W dalszej kolejności moją uwagę przykuły wiążące się z kolorami przyporządkowane odpowiednio kierunki świata. Żółty to południe, a niebieski to wschód. W zasadzie od samego początku obiekt kojarzył mi się z pewnego rodzaju igłami kompasu/strzałkami na kompasie. I na pierwszy rzut oka taka interpretacja nie ma zbyt wiele sensu, bo w takim razie obiekt powinien wskazywać dwa przeciwstawne kierunki (np. wschód-zachód, północ-południe), czyli kolorami kryształów powinny być albo niebieski i czerwony, albo zielony i żółty, ale spojrzałem na to w inny sposób. Połączenie kryształków, z którymi mamy do czynienia daje nam południe i wschód, co razem wskazuje na południowy wschód. Od razu przypomniałem sobie ostatni artykuł na stronie FN o Mieczu Michała Archanioła (https://www.nautilus.org.pl/artykuly,4289,projekt-kontakt—niezwykla-linia-miecza-michala-archaniola-.html).

Jednak to nie wszystko, bo moim zdaniem teraz zaczyna się najważniejsze. Chcę zwrócić uwagę na wskazane kiedyś – przy temacie dziwnych znaków na ciele – dwa buddyjskie koła: Koło Życia i Koło Dharmy: kolejno sześciosferowe/dwunastosferowe i ośmiosferowe.

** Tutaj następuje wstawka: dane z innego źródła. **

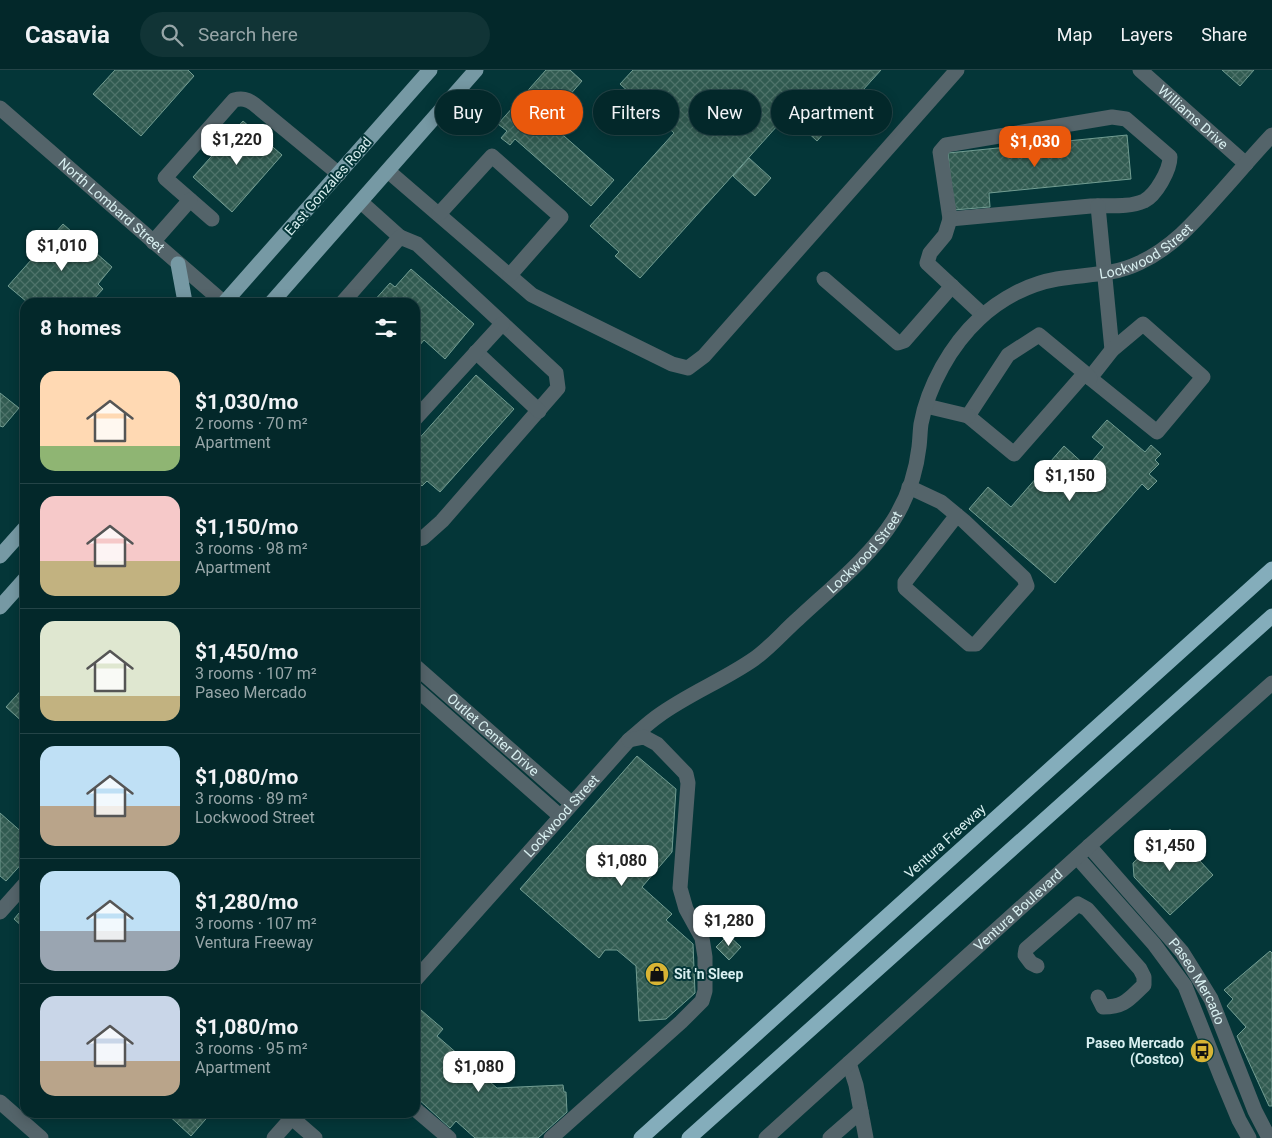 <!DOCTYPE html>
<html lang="en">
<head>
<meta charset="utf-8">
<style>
  :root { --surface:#03282a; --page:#113436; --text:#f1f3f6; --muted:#97a6a8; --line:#244447; --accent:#ea580c }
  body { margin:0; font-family:Roboto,sans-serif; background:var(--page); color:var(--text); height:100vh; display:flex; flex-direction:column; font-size:19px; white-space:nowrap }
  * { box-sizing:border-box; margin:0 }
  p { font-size:16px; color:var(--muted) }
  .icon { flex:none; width:28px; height:28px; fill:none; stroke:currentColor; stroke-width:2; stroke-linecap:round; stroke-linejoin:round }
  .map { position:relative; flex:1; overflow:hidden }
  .panel { position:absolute; left:20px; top:228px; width:400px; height:820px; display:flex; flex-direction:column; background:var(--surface); border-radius:15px; box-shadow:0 2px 12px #0003,0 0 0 1px var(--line) }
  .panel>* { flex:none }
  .hud { position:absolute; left:435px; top:20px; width:475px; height:45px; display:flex; gap:10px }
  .price { position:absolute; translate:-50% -42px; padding:0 11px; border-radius:10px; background:#fff; color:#222; font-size:16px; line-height:32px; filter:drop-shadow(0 1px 2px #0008) }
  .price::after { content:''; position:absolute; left:50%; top:30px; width:15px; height:11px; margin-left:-8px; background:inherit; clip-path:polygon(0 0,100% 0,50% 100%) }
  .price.active { background:var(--accent); color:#fff }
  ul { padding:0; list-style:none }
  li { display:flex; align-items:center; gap:15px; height:125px; padding:0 20px }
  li+li { border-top:1px solid var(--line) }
  li span { display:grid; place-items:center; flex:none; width:140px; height:100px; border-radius:15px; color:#555 }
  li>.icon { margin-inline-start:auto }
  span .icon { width:60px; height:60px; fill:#fffc; stroke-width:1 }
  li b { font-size:21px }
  h2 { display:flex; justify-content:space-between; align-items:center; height:60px; padding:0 20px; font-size:21px }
  .pill { padding:0 18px; border-radius:22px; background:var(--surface); box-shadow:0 2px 12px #0003,0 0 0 1px var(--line); font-size:18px; line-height:45px }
  .pill.active { background:var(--accent); color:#fff }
  header { display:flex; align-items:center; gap:30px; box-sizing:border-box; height:70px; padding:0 25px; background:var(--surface); border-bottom:1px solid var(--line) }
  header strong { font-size:24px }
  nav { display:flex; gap:28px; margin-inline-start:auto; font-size:18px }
  .search { width:350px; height:45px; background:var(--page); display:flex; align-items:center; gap:12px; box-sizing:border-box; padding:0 18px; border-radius:28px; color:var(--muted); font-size:19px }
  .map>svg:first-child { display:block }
  .building { fill:url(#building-cross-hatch); stroke:#729d92 }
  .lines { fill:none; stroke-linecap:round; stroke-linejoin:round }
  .minor { stroke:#54646a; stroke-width:15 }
  .major { stroke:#7699a4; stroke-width:15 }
  .highway { stroke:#84adbb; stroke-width:15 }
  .labels { text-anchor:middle; stroke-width:4; stroke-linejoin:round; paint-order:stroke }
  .street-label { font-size:14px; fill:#d8eff0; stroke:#043638 }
  .poi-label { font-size:14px; font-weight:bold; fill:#d8eff0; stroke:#043638; text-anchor:start }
</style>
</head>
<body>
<header>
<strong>Casavia</strong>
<div class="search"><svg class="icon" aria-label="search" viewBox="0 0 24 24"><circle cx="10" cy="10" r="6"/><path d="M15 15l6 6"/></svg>Search here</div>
<nav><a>Map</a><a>Layers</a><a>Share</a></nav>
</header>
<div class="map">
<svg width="1272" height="1068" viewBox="0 0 1272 1068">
  <defs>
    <pattern id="building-cross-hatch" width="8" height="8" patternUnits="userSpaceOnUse" patternTransform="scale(1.25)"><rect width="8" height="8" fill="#315b51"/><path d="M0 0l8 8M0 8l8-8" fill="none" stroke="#4e736a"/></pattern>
  </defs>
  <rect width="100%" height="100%" fill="#043638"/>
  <g class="building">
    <path d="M115,0H188L194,6L141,66L93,24Z"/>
    <path d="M546,0H570L582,11L547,51L614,110L591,136L515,69L510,75L501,68L507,61L498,54Z"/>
    <path d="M633,0H881L817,71L788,44L640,208L615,186L619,182L590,156L674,63L620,14Z"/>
    <path d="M1222,0H1254L1240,16Z"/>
    <path d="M243,51L282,85L232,142L193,107Z"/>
    <path d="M1127,65L1131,109L989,123L990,137L953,140L948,83Z"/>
    <path d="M749,88L771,108L755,126L733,106Z"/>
    <path d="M63,154L112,197L98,214L103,219L93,230L96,232H27L8,216Z"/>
    <path d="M411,199L474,254L445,289L424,270L415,281V232H373L390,213L395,217Z"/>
    <path d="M476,305L514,339L440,422L427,411L422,416L415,410V373Z"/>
    <path d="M0,323L19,338L3,357L0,356Z"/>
    <path d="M1107,350L1145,382L1151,375L1161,384L1155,390L1159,394L1149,404L1157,411L1148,420L1142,414L1055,513L969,439L988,417L1011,437L1064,376L1087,397L1104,377L1092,367Z"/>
    <path d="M25,616V654L6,637Z"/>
    <path d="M637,686L676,719L672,782L642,817L672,844L666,850L693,874L695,923L666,949L639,951L636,896L617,880H605L599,888L520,819Z"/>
    <path d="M0,743L25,765V790L6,811L0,806Z"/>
    <path d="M1170,759L1213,805L1170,845L1134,807L1133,793Z"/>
    <path d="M25,836V859L14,849Z"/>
    <path d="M728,865L741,877L729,890L716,877Z"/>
    <path d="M1270,881L1272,883V1036H1269L1237,966L1246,957L1227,936L1233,929L1224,920Z"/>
    <path d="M421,940L443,959L437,966L497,1018L563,1015L564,1022H566L567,1042L538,1068H475L456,1051L450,1058L415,1026V947Z"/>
    <path d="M165,1042H212L191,1066Z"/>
  </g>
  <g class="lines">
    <g class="minor">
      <path id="s1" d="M1140,0L1246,94"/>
      <path id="s2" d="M0,38L223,232"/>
      <path d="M1112,47L1126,49L1170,87C1170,100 1156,125 1144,131C1128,138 1108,135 1091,136C1044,140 997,145 950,149L940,82L946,75Z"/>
      <path d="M388,101L532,225L672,294L688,298L704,286L957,0"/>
      <path d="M361,132L400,167"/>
      <path d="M1098,136L1112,280"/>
      <path d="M439,144L492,86L561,147L510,205"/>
      <path d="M212,149L165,108L234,30C242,28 247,29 254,34L339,104"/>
      <path d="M950,149L945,165L930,183L927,193L983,245"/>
      <path d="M153,172L190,130"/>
      <path d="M824,209L898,273L904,271L952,216"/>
      <path d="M343,232L400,167L417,174L556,303L558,318L442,451L423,468L415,470"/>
      <path d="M1143,254L1203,307L1157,362L1090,308L1112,280Z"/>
      <path d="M476,282L539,341"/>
      <path d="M1085,303L1014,384L968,346L1008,285L1039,265L1085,303L1090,308"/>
      <path d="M926,336L968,346"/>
      <path d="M415,349L502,254"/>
      <path d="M909,417L941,432L964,451L1024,508L1027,516L976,574H969L905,518V512L957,445"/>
      <path id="s3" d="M415,596L571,733"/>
      <path d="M415,618L560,746"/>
      <path id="s4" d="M1089,776L1182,882L1197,906L1211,929L1255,1041L1269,1068"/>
      <path d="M1077,787L1154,874L1185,916L1221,1007L1239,1050L1249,1068"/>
      <path d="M0,842L25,814"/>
      <path d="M1037,896L1031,893L1025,885L1026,879L1078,834L1087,839L1140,899L1144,907V915C1129,929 1125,937 1103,937L1098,927"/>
      <path id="s5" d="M415,910L629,670C639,662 648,653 658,646C688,624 724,610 754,589C770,578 784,561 799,548C830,519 870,487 893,451C907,429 916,403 919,377C920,369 920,361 921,354C928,316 951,275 979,249C1000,229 1028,214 1057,209C1085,204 1112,206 1139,193C1174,177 1197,149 1222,121C1239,102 1255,83 1272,65"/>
      <path d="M849,993L856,1015L866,1068"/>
      <path d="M0,1032L41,1068"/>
      <path d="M415,1039L449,1068"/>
      <path d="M292,1048L315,1068"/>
      <path d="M274,1068L297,1042"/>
      <path d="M551,1068L681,952L702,931L705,921V887L702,868L686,839L680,818L688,713L686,704L657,674L644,667L629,670"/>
      <path id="s6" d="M766,1068L1089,776L1272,613"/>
      <path d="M830,1068L861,1041"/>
    </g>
    <g class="major">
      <path d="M178,194L185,232"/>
      <path d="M225,232L430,0"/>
      <path d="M272,232L476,0"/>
      <path d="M0,486L25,458"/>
      <path d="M0,537L25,509"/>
    </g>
    <g class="highway">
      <path d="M641,1068L1272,499"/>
      <path d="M689,1068L1272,546"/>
    </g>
  </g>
  <defs>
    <g id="shop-disc" transform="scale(1.25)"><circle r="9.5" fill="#d8b434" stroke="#043638"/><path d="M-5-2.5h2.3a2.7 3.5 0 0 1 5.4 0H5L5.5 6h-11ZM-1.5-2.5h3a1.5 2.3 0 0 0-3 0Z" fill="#111"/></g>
    <g id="bus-disc" transform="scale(1.25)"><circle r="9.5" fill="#d8b434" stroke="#043638"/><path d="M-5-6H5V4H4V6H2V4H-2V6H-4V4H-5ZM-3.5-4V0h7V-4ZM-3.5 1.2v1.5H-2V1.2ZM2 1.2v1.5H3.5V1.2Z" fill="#111"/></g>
  </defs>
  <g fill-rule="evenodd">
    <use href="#shop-disc" x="657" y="904"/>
    <use href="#bus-disc" x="1202" y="981"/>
  </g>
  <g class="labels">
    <g class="street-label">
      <text dy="5" stroke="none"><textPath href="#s1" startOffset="71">Williams Drive</textPath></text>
      <text transform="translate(328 116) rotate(-49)" y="5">East Gonzales Road</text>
      <text dy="5" stroke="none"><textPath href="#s2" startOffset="148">North Lombard Street</textPath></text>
      <text dy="5" stroke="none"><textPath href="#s5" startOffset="1075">Lockwood Street</textPath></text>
      <text dy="5" stroke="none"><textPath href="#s5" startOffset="625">Lockwood Street</textPath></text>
      <text dy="5" stroke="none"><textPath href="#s3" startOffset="104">Outlet Center Drive</textPath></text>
      <text dy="5" stroke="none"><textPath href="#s5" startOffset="220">Lockwood Street</textPath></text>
      <text transform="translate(945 771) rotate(-42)" y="5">Ventura Freeway</text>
      <text dy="5" stroke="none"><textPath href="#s6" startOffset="340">Ventura Boulevard</textPath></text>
      <text dy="5" stroke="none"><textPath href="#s4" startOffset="174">Paseo Mercado</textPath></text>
    </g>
    <g class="poi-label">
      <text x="674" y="909">Sit 'n Sleep</text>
      <text x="1184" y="978" text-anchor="end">Paseo Mercado<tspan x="1184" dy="16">(Costco)</tspan></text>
    </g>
  </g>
</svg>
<b class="price" style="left:237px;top:96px">$1,220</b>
<b class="price active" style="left:1035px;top:98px">$1,030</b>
<b class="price" style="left:62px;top:202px">$1,010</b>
<b class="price" style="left:1070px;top:432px">$1,150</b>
<b class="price" style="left:1170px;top:802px">$1,450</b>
<b class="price" style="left:622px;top:817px">$1,080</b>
<b class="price" style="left:729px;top:877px">$1,280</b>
<b class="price" style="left:479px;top:1023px">$1,080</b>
<div class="hud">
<a class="pill">Buy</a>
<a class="pill active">Rent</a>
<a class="pill">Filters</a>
<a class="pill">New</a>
<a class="pill">Apartment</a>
</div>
<section class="panel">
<h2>8 homes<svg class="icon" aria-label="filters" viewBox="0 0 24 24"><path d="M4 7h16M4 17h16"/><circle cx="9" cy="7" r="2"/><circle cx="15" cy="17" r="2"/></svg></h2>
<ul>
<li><span style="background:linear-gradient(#ffd9b3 75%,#8fb573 0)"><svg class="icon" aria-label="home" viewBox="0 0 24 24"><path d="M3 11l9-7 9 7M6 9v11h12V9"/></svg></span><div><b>$1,030/mo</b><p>2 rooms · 70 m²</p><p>Apartment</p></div></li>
<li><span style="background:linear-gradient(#f6c9c9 65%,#c2b280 0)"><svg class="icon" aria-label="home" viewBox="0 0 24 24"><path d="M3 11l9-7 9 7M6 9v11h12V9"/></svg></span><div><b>$1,150/mo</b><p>3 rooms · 98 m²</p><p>Apartment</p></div></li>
<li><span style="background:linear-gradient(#dfe7d0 75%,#c2b280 0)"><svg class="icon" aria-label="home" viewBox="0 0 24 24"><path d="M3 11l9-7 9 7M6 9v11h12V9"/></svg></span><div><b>$1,450/mo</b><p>3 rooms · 107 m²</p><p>Paseo Mercado</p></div></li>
<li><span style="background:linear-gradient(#bfe0f5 60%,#b9a48a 0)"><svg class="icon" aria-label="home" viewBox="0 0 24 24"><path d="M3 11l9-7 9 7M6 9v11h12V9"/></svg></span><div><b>$1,080/mo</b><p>3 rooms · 89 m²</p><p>Lockwood Street</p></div></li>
<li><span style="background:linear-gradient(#bfe0f5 60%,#9aa5b1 0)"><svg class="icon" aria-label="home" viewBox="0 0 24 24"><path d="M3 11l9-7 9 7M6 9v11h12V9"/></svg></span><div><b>$1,280/mo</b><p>3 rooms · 107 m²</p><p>Ventura Freeway</p></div></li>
<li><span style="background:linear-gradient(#c9d6e8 65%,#b9a48a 0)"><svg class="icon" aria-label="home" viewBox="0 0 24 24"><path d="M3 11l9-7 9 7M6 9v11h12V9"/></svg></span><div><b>$1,080/mo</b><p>3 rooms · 95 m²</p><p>Apartment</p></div></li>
</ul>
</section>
</div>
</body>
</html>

W mojej opinii pokazywanie się obu kół: Kół Życia (6 sfer – 6 rodzajów wcieleń, czyli 3 pozytywne i 3 negatywne oraz 12 ogniw współzależnego powstawania) i Kół Dharmy (Szlachetna Ośmioraka Ścieżka) jest ściśle związane ze zjawiskiem reinkarnacji, karmą i przyszłym życiem, a samo zjawisko interpretuję jako wskazówkę, na jakie następne wcielenie dany człowiek zasłużył sobie swoim dotychczasowym działaniem (albo jakie już ma za sobą) lub co powinien naprawić. Każdy z nas uczył się w szkole i wie, że dobry nauczyciel poprawia długopisem napisaną klasówkę, wskazując na błędy ucznia lub zaznaczając dobre odpowiedzi. Według mnie podobną sytuację mamy tutaj – poszczególne linie odpowiadają ważnym sferom/ogniwom/ścieżkom, które wypełniliśmy lub nie:


 
I tak dla przykładu pełne Koło Dharmy na ciele może oznaczać albo wzorowo wypełniane w życiu zalecenia, albo nie wypełnienie ich w ogóle.
Jednakże Koło Dharmy ma jeszcze większą wagę, bo w moim odczuciu łączy projekt „Kontakt” ze wspomnianymi znamionami. Proszę spojrzeć poniżej:
 


 

 

Oczywiście przedstawienie Koła Dharmy jest symboliczne, a nie dosłowne w każdym aspekcie, ale ogólne podobieństwo rzuca się w oczy.

 

 [załącznik nr 1]

Proszę mi wybaczyć moją nieudolność, ale mam nadzieję, że rozumie Pan, co chcę przekazać za pomocą tego „potworka”.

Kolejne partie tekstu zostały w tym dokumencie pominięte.